▶ _Your objective_
Each line of the data below that holds the word "align" is to be reported in full.

START Exercise data

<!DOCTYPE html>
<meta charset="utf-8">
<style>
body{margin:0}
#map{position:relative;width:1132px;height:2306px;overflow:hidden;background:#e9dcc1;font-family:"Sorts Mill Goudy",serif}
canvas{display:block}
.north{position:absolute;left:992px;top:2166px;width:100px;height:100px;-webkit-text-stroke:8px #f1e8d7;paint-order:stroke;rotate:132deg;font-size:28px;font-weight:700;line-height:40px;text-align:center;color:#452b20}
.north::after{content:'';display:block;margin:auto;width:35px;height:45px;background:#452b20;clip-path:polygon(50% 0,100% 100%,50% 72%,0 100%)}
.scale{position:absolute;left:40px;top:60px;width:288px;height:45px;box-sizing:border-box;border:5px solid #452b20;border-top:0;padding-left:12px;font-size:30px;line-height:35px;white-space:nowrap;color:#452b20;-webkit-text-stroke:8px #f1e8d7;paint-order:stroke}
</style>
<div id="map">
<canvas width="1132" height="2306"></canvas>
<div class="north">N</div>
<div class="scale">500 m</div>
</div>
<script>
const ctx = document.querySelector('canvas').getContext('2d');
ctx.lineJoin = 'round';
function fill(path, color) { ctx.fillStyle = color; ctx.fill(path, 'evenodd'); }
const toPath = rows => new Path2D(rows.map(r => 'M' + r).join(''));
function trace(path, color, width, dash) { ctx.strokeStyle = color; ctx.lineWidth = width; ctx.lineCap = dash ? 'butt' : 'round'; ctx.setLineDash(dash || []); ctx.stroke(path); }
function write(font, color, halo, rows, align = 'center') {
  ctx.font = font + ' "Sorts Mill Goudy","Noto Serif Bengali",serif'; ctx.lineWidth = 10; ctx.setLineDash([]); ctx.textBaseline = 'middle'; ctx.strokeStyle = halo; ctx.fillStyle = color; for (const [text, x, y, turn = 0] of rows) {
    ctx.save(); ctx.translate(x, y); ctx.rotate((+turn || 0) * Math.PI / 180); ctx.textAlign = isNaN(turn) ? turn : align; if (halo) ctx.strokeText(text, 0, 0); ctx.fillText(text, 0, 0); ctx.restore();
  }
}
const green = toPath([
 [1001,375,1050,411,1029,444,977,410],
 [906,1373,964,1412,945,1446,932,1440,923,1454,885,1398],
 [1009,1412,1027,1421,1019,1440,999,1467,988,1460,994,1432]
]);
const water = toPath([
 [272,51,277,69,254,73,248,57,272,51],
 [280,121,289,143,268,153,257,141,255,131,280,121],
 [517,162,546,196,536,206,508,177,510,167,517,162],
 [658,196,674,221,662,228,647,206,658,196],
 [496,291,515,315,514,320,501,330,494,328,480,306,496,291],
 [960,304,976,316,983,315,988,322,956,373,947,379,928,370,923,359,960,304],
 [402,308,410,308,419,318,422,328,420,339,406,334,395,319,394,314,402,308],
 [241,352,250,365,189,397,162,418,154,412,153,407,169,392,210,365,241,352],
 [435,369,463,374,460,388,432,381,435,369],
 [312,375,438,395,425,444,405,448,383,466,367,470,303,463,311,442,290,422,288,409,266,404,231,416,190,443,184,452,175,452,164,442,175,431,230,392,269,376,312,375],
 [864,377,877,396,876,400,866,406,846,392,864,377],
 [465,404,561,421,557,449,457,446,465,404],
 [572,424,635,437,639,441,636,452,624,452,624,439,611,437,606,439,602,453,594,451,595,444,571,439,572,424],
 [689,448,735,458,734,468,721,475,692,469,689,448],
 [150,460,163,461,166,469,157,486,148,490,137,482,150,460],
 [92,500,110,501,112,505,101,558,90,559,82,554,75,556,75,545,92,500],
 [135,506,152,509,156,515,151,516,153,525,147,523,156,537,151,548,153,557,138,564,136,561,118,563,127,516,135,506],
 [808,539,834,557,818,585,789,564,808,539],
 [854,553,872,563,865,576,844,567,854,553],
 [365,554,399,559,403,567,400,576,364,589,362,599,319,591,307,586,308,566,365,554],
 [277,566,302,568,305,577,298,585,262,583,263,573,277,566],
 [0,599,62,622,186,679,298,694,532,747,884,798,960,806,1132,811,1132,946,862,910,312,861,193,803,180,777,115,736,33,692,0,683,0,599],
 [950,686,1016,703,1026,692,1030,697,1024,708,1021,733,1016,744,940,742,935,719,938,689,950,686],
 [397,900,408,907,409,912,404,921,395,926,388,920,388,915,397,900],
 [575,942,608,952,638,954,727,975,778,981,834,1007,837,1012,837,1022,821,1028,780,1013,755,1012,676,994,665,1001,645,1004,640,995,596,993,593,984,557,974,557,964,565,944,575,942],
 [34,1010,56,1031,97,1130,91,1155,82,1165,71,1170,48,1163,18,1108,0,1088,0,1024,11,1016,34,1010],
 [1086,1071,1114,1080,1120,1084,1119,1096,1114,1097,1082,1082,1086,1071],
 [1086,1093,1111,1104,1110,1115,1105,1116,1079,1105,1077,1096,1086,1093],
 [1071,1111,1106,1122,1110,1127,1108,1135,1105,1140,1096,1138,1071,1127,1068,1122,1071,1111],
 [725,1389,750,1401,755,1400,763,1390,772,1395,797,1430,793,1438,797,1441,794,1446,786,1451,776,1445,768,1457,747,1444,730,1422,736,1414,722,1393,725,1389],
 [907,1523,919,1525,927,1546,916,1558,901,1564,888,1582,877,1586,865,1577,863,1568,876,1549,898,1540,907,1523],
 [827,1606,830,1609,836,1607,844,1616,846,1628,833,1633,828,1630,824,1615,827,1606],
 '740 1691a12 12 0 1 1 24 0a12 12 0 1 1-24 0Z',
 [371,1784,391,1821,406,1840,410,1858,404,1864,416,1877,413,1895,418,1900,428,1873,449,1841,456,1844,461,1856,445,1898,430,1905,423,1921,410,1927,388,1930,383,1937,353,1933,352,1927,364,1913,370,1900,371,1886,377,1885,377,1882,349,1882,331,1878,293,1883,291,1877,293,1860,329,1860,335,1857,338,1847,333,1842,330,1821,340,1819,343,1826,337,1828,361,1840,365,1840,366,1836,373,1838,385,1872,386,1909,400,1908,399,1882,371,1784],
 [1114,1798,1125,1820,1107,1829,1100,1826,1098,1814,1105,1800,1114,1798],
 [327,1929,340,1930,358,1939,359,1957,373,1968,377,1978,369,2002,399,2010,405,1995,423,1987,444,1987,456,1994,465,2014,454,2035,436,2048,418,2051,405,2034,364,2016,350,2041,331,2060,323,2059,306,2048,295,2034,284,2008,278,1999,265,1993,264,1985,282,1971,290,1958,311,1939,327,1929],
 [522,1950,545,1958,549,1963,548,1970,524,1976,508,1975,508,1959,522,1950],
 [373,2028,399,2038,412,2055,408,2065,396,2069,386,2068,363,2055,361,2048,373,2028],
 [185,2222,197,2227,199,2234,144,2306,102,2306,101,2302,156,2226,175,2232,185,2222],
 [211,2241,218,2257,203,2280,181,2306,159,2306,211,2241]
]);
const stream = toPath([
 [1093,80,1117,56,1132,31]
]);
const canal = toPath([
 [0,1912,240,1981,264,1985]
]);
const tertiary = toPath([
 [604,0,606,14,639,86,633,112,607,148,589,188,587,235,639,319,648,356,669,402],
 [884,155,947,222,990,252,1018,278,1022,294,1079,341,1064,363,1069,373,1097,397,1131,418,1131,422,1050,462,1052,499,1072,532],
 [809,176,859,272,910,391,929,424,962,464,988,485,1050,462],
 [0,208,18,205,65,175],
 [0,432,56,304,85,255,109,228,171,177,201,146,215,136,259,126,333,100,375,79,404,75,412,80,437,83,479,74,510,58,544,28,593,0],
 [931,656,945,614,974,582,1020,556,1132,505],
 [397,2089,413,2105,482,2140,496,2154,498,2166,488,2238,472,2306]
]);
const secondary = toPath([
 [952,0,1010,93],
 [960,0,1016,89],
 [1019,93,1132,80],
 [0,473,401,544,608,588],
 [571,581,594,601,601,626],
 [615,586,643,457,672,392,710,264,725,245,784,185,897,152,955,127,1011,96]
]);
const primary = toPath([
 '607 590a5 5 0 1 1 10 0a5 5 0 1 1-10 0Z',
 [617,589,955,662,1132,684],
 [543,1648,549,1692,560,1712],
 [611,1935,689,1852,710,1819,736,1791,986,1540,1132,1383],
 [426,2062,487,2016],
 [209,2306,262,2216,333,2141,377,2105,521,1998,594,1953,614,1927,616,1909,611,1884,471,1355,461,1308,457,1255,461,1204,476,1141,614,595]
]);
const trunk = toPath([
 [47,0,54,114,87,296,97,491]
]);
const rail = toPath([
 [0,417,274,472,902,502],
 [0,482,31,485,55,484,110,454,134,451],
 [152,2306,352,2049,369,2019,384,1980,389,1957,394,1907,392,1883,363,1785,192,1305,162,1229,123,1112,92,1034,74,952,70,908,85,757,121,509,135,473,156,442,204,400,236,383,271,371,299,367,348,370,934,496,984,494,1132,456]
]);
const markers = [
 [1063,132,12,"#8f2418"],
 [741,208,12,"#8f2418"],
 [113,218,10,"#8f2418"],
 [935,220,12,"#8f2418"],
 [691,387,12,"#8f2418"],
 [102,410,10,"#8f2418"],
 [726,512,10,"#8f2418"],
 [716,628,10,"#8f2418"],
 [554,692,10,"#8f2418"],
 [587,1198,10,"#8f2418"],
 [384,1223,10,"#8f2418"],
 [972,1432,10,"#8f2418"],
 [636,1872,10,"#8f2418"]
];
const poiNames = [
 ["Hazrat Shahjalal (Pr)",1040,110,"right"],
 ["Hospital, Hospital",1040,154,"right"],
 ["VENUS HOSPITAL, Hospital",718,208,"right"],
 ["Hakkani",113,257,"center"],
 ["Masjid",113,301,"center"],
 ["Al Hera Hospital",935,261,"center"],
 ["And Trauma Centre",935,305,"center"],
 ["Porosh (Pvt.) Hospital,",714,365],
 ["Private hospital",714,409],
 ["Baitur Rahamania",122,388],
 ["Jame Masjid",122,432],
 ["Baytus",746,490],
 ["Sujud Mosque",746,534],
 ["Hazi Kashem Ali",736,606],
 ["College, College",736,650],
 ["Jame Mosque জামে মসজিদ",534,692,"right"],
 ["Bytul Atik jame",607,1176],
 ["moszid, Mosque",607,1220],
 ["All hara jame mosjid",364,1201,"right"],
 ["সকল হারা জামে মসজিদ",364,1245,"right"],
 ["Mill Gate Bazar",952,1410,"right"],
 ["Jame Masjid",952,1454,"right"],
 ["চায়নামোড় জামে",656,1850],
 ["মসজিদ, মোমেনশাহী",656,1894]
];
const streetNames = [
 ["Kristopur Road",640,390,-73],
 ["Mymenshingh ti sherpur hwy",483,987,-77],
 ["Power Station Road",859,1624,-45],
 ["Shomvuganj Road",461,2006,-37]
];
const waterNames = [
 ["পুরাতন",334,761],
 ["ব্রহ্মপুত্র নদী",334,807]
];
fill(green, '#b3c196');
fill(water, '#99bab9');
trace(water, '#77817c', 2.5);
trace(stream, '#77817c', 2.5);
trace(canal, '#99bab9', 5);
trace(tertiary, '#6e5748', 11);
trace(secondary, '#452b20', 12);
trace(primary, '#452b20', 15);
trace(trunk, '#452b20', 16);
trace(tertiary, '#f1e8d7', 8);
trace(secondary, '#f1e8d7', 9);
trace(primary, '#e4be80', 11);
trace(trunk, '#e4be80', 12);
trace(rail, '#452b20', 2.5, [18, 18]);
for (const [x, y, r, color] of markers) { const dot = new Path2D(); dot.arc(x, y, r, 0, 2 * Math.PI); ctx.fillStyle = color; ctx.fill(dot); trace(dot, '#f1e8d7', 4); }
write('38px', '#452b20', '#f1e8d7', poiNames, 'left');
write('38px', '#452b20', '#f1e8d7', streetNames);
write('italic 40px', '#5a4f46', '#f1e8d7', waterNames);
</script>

END Exercise data

▶ _Written response_
.north{position:absolute;left:992px;top:2166px;width:100px;height:100px;-webkit-text-stroke:8px #f1e8d7;paint-order:stroke;rotate:132deg;font-size:28px;font-weight:700;line-height:40px;text-align:center;color:#452b20}
function write(font, color, halo, rows, align = 'center') {
    ctx.save(); ctx.translate(x, y); ctx.rotate((+turn || 0) * Math.PI / 180); ctx.textAlign = isNaN(turn) ? turn : align; if (halo) ctx.strokeText(text, 0, 0); ctx.fillText(text, 0, 0); ctx.restore();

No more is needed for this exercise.